In an LATimes piece discussing Maliki's upcoming visit to Washington, I came across this,
Iraqi forces have taken over security responsibilities in several Baghdad neighborhoods in recent months.

Asked whether the shift in strategy could lead U.S. forces to reassume control of those areas, the (senior administration) official said, "That certainly would be an appropriate thing … to discuss."

So, the US plan is to bring more US troops into Baghdad and sideline the Iraqi security forces? That has big implications for the overall "stand up/stand down" strategy.

Also, it appears the Bush administration is going to frame this as a "hard work" visit rather than the "triumphal establishment of an Iraqi government" visit they had initially envisioned when they scheduled the thing five weeks ago after the new Defense and Interior Ministers were named.

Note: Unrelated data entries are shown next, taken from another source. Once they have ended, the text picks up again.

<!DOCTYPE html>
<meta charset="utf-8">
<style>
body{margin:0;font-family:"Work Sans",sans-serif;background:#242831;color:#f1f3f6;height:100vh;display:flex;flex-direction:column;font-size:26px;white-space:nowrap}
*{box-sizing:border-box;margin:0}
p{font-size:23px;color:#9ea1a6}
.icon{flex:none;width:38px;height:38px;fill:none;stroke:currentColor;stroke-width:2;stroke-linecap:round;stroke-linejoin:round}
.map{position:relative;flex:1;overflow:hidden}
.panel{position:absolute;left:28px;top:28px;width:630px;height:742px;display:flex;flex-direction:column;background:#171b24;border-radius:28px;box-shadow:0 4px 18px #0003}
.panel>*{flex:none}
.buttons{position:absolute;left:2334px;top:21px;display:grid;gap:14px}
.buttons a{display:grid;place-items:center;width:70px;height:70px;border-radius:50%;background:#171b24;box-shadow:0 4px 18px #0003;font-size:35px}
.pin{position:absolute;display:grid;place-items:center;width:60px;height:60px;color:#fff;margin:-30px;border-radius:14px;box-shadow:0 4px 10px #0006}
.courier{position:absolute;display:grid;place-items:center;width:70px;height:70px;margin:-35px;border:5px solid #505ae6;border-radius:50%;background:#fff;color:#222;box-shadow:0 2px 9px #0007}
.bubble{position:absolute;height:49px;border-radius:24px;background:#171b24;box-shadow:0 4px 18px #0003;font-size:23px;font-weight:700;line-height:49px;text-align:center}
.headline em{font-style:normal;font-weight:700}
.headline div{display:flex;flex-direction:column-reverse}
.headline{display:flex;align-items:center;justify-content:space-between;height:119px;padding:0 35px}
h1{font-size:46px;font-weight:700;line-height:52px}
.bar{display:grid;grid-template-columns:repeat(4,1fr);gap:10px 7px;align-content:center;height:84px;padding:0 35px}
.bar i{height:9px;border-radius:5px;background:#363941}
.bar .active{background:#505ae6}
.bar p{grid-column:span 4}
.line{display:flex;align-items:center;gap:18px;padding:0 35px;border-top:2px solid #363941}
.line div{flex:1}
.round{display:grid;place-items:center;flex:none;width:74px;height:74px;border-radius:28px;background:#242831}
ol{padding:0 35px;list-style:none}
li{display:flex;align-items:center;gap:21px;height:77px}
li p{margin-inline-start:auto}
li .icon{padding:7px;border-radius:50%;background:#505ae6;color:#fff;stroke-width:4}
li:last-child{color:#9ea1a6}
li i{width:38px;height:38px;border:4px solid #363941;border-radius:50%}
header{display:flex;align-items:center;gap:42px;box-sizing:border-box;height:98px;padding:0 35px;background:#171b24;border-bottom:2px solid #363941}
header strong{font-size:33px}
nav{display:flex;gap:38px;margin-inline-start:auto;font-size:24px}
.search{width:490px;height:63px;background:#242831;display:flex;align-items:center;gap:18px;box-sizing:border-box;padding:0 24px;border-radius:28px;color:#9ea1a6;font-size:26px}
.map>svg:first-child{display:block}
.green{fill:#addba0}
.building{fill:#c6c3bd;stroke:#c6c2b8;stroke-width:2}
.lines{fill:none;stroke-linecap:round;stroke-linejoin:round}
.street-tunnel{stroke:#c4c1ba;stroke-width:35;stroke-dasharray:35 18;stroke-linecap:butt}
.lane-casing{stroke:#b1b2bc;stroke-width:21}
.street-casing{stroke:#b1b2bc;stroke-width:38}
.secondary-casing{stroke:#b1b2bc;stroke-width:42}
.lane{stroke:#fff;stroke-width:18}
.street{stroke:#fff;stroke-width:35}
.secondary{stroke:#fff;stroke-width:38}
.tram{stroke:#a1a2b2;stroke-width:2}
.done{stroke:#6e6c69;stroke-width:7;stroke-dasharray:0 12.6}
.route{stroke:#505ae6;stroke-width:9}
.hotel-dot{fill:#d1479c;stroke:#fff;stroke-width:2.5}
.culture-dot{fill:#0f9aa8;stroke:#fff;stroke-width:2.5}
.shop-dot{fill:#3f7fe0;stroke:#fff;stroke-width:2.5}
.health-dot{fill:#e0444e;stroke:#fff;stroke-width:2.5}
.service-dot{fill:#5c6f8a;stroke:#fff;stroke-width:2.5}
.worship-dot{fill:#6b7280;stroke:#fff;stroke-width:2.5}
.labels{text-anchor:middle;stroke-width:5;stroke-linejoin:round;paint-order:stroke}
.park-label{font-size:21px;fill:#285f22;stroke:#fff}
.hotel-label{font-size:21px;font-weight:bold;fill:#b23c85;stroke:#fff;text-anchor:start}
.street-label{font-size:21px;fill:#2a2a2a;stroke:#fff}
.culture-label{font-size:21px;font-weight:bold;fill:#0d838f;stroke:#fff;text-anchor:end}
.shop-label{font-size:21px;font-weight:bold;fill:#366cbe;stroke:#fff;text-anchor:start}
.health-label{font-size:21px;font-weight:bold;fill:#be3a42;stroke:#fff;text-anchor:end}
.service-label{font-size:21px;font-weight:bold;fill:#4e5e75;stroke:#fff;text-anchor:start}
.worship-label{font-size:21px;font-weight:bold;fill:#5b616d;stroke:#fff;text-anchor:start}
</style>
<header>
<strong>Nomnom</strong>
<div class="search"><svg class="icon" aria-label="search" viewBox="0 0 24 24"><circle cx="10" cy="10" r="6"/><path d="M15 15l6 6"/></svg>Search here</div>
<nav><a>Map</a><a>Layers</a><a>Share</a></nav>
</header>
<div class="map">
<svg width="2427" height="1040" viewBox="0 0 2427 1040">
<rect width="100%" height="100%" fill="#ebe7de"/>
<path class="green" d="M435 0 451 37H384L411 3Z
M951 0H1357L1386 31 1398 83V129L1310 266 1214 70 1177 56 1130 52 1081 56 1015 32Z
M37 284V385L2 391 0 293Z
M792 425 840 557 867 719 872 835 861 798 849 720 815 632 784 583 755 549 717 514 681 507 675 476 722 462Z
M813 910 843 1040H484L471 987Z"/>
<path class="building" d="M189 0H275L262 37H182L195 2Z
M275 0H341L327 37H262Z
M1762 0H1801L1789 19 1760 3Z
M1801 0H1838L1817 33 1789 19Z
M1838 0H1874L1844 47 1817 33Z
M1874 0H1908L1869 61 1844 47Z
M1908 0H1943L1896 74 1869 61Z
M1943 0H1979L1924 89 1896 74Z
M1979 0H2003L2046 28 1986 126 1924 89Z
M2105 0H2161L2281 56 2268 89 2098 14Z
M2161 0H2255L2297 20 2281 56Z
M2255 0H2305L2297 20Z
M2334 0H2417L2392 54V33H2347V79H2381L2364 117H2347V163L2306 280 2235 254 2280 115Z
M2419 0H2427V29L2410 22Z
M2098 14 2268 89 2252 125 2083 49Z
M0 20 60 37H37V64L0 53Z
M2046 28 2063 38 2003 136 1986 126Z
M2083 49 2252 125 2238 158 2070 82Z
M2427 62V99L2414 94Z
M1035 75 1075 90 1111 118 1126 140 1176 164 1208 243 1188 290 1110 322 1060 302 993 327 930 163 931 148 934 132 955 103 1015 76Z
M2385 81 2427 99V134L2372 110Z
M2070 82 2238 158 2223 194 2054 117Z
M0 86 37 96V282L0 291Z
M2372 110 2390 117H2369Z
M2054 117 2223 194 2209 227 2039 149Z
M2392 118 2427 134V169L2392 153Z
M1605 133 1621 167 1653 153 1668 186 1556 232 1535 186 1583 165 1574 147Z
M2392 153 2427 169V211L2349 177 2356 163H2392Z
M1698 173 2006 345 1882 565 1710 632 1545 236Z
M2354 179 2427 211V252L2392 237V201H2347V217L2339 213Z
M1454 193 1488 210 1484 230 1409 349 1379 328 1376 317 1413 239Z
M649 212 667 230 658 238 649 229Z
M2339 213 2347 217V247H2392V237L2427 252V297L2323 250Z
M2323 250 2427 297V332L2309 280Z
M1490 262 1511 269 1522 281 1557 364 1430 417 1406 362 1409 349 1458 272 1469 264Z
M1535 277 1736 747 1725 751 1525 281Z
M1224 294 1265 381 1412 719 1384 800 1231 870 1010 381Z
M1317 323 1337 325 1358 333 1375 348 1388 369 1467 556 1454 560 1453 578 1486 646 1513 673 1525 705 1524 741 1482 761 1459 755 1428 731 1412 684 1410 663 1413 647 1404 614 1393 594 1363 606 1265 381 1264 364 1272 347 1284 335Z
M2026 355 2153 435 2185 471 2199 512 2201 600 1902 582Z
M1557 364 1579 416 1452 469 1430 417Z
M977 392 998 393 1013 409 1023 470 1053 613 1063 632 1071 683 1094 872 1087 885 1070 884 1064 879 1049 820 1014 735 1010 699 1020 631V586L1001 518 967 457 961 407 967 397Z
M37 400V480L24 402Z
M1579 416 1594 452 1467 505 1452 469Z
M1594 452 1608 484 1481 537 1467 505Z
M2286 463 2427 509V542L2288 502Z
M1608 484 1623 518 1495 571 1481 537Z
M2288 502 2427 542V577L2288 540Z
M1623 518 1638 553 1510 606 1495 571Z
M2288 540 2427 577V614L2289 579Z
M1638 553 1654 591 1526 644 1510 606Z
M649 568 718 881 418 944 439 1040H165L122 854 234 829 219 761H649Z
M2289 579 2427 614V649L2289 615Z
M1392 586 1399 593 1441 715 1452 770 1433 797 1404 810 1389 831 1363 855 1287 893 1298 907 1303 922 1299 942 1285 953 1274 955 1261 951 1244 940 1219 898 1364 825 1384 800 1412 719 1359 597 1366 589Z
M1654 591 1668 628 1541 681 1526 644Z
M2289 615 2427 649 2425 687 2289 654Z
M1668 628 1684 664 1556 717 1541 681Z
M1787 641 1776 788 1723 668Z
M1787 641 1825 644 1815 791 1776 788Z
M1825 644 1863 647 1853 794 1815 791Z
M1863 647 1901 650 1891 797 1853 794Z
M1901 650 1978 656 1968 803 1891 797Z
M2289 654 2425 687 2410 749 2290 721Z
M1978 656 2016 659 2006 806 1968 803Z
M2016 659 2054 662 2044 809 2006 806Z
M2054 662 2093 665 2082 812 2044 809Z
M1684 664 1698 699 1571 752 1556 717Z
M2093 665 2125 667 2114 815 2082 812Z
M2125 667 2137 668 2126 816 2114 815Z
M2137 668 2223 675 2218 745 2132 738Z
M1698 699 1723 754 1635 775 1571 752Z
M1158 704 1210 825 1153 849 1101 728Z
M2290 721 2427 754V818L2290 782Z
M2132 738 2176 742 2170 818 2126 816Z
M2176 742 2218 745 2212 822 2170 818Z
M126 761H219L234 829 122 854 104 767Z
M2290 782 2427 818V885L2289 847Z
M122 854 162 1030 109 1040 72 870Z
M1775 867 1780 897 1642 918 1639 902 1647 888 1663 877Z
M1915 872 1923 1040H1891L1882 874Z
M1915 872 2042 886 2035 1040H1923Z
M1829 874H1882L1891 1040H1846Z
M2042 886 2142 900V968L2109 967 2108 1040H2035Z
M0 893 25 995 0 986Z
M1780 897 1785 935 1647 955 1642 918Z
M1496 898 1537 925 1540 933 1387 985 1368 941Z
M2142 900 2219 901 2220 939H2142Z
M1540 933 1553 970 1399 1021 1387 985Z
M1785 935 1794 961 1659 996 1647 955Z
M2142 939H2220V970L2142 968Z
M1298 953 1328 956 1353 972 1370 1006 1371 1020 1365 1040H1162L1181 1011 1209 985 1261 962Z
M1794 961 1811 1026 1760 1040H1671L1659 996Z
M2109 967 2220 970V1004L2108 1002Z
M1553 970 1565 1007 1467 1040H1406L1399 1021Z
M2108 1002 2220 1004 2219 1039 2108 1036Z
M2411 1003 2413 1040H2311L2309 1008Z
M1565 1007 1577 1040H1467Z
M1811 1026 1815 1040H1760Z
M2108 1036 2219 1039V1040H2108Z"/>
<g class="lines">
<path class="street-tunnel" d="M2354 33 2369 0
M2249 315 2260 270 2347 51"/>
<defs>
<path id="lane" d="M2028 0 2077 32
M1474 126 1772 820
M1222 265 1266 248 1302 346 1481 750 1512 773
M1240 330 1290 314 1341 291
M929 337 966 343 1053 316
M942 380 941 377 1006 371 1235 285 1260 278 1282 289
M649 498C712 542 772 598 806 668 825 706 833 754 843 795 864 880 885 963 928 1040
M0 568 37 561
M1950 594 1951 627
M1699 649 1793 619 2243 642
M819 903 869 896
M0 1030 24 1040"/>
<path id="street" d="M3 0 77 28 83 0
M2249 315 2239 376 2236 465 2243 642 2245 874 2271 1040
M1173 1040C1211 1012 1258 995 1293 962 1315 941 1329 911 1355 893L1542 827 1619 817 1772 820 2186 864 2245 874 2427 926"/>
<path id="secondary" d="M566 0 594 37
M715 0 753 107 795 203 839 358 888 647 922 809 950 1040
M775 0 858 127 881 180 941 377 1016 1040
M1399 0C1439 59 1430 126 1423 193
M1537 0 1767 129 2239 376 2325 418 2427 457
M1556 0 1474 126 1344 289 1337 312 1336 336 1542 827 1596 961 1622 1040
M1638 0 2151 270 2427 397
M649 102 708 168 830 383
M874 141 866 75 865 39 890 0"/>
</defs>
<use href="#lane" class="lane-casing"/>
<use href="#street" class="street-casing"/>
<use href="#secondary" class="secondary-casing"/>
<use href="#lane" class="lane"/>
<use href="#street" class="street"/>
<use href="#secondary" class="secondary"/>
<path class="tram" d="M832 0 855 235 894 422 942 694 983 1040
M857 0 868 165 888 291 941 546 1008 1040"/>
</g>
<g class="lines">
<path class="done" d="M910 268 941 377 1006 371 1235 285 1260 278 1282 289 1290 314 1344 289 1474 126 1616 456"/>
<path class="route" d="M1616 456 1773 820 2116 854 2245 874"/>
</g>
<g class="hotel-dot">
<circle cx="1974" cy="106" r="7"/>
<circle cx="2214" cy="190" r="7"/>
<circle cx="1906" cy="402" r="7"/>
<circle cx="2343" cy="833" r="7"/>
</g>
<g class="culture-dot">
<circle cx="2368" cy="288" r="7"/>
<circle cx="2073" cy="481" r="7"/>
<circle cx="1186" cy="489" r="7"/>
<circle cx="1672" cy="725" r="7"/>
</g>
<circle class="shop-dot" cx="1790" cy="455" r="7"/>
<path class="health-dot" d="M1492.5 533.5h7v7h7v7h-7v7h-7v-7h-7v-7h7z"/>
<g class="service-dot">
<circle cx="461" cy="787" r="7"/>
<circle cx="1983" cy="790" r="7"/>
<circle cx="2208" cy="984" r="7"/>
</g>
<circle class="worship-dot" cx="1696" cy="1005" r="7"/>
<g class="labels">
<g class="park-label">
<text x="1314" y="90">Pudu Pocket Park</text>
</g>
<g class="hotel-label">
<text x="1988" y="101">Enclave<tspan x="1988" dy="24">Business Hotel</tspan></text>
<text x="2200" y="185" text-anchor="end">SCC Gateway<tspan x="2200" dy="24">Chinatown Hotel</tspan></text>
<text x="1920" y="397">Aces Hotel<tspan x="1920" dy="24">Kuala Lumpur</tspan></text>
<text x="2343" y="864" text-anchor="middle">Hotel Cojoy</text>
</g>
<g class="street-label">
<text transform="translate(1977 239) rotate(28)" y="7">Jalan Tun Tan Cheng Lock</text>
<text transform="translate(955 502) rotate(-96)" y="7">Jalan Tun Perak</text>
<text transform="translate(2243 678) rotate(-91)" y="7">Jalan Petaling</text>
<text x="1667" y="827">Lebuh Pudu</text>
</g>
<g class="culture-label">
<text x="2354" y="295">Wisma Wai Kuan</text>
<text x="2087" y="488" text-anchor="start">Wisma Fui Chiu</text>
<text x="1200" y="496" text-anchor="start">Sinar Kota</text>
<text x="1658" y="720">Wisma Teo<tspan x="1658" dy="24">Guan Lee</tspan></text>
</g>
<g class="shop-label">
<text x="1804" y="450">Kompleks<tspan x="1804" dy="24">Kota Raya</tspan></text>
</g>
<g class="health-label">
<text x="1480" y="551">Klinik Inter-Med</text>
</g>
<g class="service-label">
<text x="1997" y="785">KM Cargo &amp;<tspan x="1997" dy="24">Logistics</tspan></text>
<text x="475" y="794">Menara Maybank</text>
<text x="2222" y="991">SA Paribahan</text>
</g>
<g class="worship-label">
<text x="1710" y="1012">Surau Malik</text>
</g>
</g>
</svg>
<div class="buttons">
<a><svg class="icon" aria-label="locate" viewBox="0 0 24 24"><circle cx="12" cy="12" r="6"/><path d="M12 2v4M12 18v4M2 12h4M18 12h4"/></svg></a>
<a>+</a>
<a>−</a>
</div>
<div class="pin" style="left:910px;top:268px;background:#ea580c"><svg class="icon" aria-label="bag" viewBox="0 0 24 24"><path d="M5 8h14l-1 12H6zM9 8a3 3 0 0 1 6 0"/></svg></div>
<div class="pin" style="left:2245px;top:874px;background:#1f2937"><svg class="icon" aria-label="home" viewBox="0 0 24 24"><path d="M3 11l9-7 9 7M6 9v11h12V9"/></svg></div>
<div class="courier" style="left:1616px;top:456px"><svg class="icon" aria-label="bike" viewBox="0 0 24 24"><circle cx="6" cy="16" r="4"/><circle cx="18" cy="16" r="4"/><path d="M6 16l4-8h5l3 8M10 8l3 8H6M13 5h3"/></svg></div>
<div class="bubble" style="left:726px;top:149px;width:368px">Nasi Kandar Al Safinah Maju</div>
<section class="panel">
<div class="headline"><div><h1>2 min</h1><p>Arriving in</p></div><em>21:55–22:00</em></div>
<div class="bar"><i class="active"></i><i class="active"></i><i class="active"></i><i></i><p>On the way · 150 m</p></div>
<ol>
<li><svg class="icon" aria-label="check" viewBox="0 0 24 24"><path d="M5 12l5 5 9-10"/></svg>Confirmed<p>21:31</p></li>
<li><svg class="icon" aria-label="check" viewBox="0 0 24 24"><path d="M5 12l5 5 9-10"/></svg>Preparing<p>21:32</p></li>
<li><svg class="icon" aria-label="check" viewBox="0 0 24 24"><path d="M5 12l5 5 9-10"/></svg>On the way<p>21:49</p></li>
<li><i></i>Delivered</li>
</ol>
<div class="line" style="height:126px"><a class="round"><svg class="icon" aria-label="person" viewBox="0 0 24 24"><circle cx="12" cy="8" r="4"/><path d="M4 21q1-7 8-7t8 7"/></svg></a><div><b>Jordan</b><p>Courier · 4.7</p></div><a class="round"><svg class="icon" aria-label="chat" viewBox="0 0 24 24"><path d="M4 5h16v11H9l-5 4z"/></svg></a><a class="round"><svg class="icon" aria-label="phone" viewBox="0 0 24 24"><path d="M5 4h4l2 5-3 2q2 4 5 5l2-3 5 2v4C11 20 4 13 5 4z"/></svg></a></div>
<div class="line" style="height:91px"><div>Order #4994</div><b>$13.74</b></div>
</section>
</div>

It's such a shame when reality interferes with your photo ops.
(AP - "WASHINGTON - The Pentagon is moving ahead with scheduled troop deployments to Iraq next month as the U.S. military struggles to gain control of the escalating violence in Baghdad, according to a senior defense official.....

But in a reflection of the increasing violence, one brigade that had been stationed in Kuwait as a reserve force earlier this year is now almost entirely in Iraq, and at least one of its battalions was sent to Baghdad to bolster security.

Meet the Press this morning

I don't normally do this, but then again they don't normally convey actual information on Meet the Press.

WaPo military reporter Thomas Ricks is going to be on Meet the Press this morning presumably to talk about his new series of articles discussing the strategic missteps in Iraq. The first in the series was out yesterday(in this morning's paper) titled "In Iraq Military Forgot the Lessons of Vietnam." It isn't excellent, but it's quite good.

It might actually be worth watching if you can choke through White House Chief of Staff Josh Bolten. (I use the DVR.)

And, if anybody's still paying attention, another sixty people died in Iraq in three car bombings in Baghdad and Kirkuk, with 243 wounded. That's of course on top of the daily retribution, death squad, and factional killings.